The agreement, which was responsible for providing “insured health services to eligible beneficiaries” and establishing how “these services would be charged to the government,” expired in May 1997 “and has never been renewed.”
In four years, from 2001 to 2005, Yukon drug program costs increased by 67 per cent. But new users grew by only 23 per cent during that period.
“I have no understanding of how prices are set, that is something owners deal with,” said Shopper’s Drug Mart pharmacist Laura Beattie.
But it costs a lot more to hire a pharmacist in the territory, she said.
Beattie, who used to work in BC, is getting paid “much more” in the territory — even compared to BC’s remote communities.
“Labour costs, the cost of bringing up stock — the cost of doing business is much more expensive than BC,” she said.
“So it’s very unfair to compare the Yukon to other jurisdictions.”
In terms of per-capita drug consumption, the territory is below the national average, according to the health-care review.

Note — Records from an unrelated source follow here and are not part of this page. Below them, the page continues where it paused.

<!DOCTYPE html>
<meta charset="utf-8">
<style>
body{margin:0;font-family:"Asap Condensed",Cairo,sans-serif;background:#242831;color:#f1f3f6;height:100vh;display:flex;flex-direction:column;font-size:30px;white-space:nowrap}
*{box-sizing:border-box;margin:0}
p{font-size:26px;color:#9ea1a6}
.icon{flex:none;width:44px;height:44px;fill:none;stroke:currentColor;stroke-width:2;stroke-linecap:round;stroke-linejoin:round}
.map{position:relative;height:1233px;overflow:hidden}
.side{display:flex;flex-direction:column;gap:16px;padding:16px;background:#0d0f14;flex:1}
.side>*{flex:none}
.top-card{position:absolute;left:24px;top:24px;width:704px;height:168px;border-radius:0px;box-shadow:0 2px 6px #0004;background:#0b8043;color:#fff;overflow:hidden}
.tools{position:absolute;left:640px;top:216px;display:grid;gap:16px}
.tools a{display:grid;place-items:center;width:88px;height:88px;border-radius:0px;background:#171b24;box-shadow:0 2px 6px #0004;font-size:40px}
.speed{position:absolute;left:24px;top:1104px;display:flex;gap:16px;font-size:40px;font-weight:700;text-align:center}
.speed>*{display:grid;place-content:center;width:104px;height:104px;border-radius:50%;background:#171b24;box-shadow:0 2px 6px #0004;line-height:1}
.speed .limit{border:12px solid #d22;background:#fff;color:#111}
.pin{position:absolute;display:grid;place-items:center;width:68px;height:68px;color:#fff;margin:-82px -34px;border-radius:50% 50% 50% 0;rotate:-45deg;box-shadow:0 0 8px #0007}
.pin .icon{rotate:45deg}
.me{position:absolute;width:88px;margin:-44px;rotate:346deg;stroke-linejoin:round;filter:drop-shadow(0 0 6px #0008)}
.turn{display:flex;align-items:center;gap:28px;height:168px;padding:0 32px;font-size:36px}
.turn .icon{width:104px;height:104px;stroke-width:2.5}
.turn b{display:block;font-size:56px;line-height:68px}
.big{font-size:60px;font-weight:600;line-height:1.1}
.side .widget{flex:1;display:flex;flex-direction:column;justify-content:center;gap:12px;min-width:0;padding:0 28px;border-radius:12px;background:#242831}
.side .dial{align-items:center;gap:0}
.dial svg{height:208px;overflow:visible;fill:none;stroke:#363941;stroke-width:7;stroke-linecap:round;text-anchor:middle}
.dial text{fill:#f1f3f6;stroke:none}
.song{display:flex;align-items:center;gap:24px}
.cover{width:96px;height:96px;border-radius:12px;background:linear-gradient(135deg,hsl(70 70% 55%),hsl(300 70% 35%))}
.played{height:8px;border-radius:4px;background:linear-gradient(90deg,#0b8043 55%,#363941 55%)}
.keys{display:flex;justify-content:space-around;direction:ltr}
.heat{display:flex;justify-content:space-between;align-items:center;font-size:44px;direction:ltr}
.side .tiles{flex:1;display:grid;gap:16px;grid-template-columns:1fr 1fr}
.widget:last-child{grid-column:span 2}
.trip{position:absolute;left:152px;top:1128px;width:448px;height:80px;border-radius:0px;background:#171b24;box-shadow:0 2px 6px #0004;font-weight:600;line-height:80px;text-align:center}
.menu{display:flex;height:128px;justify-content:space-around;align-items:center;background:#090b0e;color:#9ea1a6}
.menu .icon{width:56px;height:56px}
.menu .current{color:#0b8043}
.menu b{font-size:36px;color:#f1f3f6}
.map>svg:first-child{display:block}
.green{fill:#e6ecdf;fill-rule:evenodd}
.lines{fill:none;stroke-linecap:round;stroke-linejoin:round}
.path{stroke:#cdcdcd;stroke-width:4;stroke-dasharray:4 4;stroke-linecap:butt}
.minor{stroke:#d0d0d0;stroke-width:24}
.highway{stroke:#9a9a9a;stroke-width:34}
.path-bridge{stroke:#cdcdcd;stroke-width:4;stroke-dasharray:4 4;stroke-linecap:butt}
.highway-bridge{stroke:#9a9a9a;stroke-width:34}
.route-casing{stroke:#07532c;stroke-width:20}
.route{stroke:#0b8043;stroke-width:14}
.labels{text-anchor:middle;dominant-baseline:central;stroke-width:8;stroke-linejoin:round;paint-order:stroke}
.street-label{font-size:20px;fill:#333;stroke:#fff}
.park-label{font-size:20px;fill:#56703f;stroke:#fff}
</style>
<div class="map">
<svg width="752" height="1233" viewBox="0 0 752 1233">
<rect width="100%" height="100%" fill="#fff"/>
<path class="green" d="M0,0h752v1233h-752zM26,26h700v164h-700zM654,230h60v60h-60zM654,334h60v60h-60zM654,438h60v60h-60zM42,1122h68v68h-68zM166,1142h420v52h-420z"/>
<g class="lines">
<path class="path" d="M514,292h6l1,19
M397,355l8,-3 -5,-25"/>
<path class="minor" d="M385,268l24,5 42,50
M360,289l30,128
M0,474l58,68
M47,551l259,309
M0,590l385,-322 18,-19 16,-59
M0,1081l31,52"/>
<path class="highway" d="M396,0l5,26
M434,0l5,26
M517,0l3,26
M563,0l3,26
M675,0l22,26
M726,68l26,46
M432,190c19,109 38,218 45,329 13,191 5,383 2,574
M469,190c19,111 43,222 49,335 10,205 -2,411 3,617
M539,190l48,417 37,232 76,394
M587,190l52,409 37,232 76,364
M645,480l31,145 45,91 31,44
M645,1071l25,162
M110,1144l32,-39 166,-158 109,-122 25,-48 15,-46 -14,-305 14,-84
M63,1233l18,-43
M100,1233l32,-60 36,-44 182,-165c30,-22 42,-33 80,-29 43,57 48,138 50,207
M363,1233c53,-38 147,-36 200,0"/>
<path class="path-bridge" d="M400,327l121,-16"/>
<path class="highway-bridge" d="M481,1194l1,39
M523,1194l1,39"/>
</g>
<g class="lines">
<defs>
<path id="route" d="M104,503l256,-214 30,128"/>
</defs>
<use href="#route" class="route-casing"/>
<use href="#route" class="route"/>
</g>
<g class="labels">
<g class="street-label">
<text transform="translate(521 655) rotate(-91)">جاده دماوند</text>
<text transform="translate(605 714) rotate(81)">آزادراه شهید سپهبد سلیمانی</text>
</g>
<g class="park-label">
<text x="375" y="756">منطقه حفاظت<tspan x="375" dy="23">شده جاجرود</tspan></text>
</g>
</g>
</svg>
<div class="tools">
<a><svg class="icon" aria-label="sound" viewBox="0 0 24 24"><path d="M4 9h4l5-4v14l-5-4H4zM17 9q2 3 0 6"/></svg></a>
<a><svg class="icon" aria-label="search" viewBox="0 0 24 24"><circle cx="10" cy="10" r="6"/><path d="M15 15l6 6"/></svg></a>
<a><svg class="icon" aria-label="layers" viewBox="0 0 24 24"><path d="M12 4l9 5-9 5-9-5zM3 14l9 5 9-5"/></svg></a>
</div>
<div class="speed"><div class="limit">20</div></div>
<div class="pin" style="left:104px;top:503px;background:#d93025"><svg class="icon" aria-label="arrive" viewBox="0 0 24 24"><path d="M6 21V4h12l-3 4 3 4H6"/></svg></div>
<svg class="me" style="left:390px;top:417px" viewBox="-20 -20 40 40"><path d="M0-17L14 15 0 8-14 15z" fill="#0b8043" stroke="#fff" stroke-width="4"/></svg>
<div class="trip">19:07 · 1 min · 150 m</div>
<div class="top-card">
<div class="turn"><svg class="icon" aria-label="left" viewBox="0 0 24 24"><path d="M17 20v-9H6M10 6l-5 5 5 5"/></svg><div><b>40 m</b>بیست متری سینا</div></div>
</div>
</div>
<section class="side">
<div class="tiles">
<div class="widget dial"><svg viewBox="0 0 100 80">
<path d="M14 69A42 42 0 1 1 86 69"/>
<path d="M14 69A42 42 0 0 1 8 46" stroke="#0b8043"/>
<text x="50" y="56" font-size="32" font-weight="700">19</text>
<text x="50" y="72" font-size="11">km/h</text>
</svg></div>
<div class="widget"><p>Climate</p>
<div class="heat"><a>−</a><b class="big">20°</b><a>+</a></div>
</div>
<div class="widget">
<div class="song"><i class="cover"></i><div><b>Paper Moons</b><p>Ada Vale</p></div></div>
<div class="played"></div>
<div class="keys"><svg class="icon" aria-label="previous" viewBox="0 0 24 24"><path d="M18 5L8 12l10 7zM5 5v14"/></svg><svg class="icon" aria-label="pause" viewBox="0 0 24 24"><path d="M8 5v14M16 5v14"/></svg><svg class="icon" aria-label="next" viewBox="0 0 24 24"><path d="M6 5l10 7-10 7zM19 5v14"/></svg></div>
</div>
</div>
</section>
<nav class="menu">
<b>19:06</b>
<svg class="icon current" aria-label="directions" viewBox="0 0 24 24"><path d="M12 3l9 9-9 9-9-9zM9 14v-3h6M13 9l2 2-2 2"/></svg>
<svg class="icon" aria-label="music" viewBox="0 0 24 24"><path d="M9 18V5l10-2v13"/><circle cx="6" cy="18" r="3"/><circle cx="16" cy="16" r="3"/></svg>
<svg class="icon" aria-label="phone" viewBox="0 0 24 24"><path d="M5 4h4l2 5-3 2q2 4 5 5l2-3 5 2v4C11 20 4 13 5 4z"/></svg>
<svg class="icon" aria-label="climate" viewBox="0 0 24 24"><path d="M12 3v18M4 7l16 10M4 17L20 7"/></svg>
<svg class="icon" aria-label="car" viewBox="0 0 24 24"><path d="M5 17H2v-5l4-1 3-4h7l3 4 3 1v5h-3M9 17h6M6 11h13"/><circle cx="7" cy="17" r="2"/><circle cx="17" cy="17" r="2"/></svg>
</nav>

However, the Yukon government spends more on drugs than anywhere else in Canada, “well above the national average, and above Nunavut and almost twice that of the NWT,” it says.
Part of the problem is billing, said Beattie.
“An incredible amount of hours are spent every week doing intensive paperwork, billing the Yukon government (for everyone covered by its plans), because there is no online, real-time billing like virtually every other jurisdiction.”
And the markup on drugs in the territory is the markup it costs to do business here, she said.
“Pharmacy operating costs are higher in the North,” states the government health-care review. “They also experience difficulty recruiting and retaining trained staff.”
In BC, the higher markup is passed onto the patients, added Beattie.
“The BC government offloads prescription prices back to the consumers, whereas here, the vast majority of seniors get all their meds completely covered, and we have a great chronic-disease program.
“In BC you’d have to basically be on welfare before this would happen.”
“The Yukon government faces significant challenges in managing drug and other related health-care costs,” states the audit.
To manage these costs, the health-care review recommends introducing health-care premiums.
It also recommends charging a user fee for out-of-territory medical travel and increasing fees at long-term-care homes.
“Prescribed drugs are the leading cost escalator in the health-care system,” states the 260-page review.
The health-care review doesn’t mention the expired agreement with the Pharmacy Society of Yukon.
“I’m curious why they haven’t renewed it,” said Beattie.
“If it’s expired, but both parties keep adhering to it, then it must suit both parties.”